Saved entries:
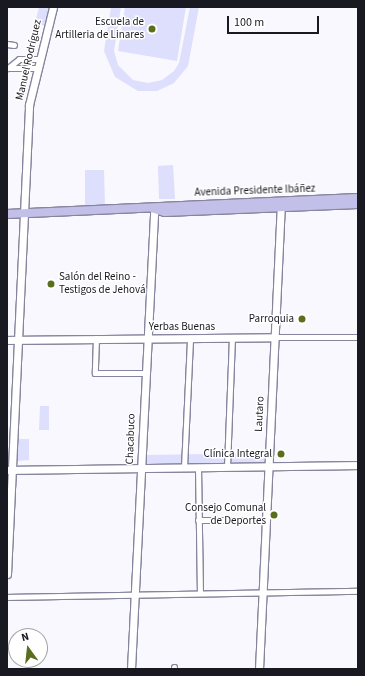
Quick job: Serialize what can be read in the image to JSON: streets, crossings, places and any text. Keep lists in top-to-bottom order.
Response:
{
  "streets": {
    "main road": ["Avenida Presidente Ibáñez"],
    "street": [
      "Manuel Rodríguez",
      "Yerbas Buenas",
      "Lautaro",
      "Chacabuco"
    ]
  },
  "crossings": [
    ["Manuel Rodríguez", "Avenida Presidente Ibáñez"],
    ["Manuel Rodríguez", "Yerbas Buenas"],
    ["Avenida Presidente Ibáñez", "Lautaro"],
    ["Avenida Presidente Ibáñez", "Chacabuco"],
    ["Yerbas Buenas", "Lautaro"],
    ["Yerbas Buenas", "Chacabuco"]
  ],
  "places": [
    "Escuela de Artilleria de Linares",
    "Salón del Reino - Testigos de Jehová",
    "Parroquia",
    "Clínica Integral",
    "Consejo Comunal de Deportes"
  ],
  "scale_bar": "100 m",
  "north": "top"
}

### [Activity]
What you hand back should match the entries above exactly, except that no picture appears.

### [Exercise solution]
Quick job: Serialize what can be read in the image to JSON: streets, crossings, places and any text. Keep lists in top-to-bottom order.
Response:
{
  "streets": {
    "main road": ["Avenida Presidente Ibáñez"],
    "street": [
      "Manuel Rodríguez",
      "Yerbas Buenas",
      "Lautaro",
      "Chacabuco"
    ]
  },
  "crossings": [
    ["Manuel Rodríguez", "Avenida Presidente Ibáñez"],
    ["Manuel Rodríguez", "Yerbas Buenas"],
    ["Avenida Presidente Ibáñez", "Lautaro"],
    ["Avenida Presidente Ibáñez", "Chacabuco"],
    ["Yerbas Buenas", "Lautaro"],
    ["Yerbas Buenas", "Chacabuco"]
  ],
  "places": [
    "Escuela de Artilleria de Linares",
    "Salón del Reino - Testigos de Jehová",
    "Parroquia",
    "Clínica Integral",
    "Consejo Comunal de Deportes"
  ],
  "scale_bar": "100 m",
  "north": "top"
}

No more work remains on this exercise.